The second type of configuration is a plugin or specific goal not in the lifecycle. This method of configuration is the same as the other two, but the use-case is different. A good example is the antrun plugin, since the run goal does not default to a specific lifecycle. When you configure the antrun plugin
<project>
...
<build>
<plugins>
<plugin>
<artifactId>maven-antrun-plugin</artifactId>
<configuration>
<tasks>
<echo>The JAVA_HOME var is ${env.JAVA_HOME}</echo>
</tasks>
</configuration>
</plugin>It will not be executed by running any phase. To run, you must execute the goal mvn antrun:run
If it is bound to phase, for example verify, then it becomes the third type of plugin configuration.
<project>
...
<build>
<plugins>
<plugin>
<artifactId>maven-antrun-plugin</artifactId>
<configuration>
<tasks>
<echo>The JAVA_HOME var is ${env.JAVA_HOME}</echo>
</tasks>
</configuration>
<executions>
<execution>
<goals>
<goal>run</goal>
</goals>
<phase>verify</phase>
</execution>
</executions>
</plugin>The fourth type of plugin configuration is useful when the plugin itself may wish to use a dependency that is not required by default. Sticking with the maven-antrun-plugin in the killerapp-model project:
<project>
...
<build>
<plugins>
<plugin>
<groupId>org.apache.maven.plugins</groupId>
<artifactId>maven-antrun-plugin</artifactId>
<executions>
<execution>
<id>file-exists</id>
<phase>pre-clean</phase>
<goals>
<goal>run</goal>
</goals>
<configuration>
<tasks>
<!-- adds the ant-contrib tasks (if/then/else used below) -->
<taskdef resource="net/sf/antcontrib/antcontrib.properties"/>
<available
file="${project.build.directory}/${project.build.finalName}.jar"

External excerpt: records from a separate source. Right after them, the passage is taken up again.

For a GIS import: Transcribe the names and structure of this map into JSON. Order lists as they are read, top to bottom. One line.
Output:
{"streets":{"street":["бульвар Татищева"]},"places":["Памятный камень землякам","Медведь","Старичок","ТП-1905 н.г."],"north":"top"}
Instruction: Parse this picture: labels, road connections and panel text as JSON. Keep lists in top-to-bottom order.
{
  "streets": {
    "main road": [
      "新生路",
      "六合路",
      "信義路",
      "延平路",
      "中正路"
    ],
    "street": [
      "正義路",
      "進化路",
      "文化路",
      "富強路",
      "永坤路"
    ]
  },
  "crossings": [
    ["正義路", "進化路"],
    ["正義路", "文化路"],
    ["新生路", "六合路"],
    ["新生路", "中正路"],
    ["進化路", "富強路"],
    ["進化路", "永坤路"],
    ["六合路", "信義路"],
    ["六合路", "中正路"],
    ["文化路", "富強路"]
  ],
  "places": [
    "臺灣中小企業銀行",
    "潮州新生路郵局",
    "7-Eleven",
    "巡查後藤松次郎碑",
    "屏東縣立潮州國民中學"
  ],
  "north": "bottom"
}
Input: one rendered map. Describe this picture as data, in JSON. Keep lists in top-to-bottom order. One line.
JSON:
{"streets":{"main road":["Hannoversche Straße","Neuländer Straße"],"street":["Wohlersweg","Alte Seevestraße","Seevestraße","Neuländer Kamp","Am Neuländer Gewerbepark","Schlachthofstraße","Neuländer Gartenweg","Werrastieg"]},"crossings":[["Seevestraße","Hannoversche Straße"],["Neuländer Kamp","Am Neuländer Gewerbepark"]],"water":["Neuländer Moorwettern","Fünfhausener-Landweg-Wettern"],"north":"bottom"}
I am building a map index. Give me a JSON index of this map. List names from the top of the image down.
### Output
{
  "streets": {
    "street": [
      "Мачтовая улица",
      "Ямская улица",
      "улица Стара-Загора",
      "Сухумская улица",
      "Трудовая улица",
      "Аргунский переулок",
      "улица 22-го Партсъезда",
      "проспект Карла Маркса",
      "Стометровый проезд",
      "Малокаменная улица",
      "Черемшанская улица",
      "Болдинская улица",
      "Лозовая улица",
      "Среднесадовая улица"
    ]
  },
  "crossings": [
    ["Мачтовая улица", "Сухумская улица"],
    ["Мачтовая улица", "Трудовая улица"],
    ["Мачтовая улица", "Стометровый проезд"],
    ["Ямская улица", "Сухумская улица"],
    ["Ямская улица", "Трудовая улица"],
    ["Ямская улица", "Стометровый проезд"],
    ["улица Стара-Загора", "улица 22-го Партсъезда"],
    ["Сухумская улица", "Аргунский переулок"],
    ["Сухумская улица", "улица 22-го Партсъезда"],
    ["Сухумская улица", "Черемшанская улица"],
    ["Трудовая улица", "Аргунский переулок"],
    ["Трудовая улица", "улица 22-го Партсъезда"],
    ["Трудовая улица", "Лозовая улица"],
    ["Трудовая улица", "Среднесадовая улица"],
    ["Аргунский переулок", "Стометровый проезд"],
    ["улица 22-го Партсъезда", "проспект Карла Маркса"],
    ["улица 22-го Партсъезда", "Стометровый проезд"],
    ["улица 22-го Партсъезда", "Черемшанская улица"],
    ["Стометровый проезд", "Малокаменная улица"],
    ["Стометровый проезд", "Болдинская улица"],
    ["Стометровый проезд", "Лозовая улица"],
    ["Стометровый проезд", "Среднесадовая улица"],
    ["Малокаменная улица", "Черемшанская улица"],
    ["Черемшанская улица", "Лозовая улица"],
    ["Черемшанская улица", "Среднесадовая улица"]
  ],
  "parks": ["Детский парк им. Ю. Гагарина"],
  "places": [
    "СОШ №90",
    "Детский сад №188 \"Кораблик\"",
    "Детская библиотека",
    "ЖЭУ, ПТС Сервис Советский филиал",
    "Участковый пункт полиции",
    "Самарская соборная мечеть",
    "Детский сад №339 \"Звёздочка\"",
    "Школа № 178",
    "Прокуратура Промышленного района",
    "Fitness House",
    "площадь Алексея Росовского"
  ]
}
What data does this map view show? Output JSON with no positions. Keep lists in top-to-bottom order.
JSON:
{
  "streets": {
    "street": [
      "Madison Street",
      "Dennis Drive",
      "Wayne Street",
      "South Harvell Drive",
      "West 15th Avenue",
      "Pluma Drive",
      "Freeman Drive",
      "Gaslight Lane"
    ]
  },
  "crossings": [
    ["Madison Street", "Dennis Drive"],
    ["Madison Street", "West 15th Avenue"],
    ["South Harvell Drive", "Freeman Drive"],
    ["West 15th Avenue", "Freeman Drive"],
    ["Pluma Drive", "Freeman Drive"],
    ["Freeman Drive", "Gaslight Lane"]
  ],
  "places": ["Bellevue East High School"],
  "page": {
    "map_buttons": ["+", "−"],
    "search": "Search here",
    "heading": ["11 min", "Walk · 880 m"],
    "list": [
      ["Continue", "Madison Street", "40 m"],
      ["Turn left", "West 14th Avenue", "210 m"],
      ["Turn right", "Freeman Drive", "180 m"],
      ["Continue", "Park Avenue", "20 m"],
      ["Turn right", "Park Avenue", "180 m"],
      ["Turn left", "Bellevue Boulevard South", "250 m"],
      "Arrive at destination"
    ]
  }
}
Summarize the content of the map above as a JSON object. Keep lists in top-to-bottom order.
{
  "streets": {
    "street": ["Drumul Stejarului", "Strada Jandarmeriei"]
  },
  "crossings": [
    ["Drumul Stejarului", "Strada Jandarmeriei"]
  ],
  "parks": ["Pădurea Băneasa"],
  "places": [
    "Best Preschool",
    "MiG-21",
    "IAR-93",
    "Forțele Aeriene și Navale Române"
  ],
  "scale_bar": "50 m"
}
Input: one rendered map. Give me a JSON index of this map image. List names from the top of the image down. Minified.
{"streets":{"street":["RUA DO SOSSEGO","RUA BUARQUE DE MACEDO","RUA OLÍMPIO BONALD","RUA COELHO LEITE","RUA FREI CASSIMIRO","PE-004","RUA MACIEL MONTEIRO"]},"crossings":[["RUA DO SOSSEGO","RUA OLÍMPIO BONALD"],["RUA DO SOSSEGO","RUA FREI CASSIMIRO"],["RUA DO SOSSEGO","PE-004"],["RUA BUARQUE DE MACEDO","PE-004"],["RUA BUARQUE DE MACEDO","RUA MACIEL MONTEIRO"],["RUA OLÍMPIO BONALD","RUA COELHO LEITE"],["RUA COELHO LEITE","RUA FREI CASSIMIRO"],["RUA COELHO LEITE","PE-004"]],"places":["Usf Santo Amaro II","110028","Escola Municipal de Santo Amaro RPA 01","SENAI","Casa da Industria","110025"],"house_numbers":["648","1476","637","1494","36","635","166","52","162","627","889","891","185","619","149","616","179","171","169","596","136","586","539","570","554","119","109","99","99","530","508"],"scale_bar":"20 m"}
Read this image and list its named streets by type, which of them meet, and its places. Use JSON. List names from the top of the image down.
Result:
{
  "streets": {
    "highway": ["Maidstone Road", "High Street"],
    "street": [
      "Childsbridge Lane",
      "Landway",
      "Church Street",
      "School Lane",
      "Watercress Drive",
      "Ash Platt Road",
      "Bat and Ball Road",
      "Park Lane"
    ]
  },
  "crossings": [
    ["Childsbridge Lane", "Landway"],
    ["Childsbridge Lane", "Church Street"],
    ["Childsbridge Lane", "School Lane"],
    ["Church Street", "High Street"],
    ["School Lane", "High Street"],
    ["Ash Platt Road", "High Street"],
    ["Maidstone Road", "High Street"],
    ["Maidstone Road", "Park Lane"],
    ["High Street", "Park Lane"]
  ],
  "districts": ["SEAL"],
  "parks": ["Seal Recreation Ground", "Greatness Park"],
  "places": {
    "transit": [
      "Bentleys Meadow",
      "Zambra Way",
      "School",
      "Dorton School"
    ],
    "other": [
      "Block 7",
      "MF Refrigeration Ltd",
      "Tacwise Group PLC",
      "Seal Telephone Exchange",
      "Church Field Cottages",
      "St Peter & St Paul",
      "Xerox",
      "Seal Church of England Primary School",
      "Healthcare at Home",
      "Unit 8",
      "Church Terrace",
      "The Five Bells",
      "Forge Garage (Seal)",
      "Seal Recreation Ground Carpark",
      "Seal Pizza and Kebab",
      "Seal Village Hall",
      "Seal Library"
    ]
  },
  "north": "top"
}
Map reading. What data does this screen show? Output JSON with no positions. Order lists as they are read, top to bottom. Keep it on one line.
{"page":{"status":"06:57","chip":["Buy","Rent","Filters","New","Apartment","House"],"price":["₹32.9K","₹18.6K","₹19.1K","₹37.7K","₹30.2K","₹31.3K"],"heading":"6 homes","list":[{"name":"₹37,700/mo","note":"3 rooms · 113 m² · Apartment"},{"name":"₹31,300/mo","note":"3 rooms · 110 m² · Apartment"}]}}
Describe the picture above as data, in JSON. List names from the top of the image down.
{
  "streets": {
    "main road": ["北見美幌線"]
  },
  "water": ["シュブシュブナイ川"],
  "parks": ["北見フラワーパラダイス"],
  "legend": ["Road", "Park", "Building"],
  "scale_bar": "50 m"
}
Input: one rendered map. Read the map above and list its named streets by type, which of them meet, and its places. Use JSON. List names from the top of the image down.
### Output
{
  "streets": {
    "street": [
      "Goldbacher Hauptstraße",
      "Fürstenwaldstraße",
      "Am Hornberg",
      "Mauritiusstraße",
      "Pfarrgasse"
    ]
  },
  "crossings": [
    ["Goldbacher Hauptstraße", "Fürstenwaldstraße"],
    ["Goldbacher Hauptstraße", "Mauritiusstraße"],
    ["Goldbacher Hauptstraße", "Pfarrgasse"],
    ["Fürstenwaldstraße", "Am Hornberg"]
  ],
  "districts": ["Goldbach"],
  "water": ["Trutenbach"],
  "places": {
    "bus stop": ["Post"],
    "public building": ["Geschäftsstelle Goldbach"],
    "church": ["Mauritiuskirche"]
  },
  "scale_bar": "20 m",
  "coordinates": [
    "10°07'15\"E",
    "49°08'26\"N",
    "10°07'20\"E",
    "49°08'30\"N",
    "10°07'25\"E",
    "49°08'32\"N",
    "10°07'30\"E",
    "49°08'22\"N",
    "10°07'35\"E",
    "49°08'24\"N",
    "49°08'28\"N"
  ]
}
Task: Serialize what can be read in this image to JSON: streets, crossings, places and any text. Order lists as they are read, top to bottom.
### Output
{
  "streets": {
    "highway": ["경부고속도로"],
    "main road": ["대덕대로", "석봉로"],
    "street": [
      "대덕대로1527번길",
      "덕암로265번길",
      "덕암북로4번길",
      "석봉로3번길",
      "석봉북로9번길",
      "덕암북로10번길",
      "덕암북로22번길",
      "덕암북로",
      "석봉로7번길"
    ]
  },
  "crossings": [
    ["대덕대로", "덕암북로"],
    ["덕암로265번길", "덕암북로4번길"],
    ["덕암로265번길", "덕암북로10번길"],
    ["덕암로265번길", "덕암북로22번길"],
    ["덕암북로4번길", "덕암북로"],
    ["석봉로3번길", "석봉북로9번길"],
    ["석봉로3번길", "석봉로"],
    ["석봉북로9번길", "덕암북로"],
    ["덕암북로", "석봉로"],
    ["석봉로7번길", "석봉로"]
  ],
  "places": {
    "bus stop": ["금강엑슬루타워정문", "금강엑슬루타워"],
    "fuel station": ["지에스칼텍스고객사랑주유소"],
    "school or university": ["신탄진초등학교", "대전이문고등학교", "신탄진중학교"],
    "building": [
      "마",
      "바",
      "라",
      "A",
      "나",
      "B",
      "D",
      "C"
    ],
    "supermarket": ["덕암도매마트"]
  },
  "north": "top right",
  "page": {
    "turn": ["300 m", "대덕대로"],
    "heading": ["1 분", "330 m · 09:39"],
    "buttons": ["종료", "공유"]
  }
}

property="file.exists" value="true" />
<if>
<not><isset property="file.exists" /></not>
<then><echo>No ${project.build.finalName}.${project.packaging} to delete</echo></then>
<else><echo>Deleting ${project.build.finalName}.${project.packaging}</echo></else>
</if>
</tasks>
</configuration>
</execution>
</executions>
<dependencies>
<dependency>
<groupId>ant-contrib</groupId>
<artifactId>ant-contrib</artifactId>
<version>1.0b2</version>
</dependency>
</dependencies>
</plugin>
...
</plugins>
</build>
...
</project>The last reason for plugin configuration was first explored in Chapter 4 when we created the zip packaging type. To understand precisely what it means to add a plugin extension requires us to understand the basics of Inversion of Control and how Maven uses Plexus to manage its dependency injection defined in the configuration.xml files. We will explore what this means later in this chapter, but for now suffice it to say that this element hints to Maven that it should add this plugin to its running classloader.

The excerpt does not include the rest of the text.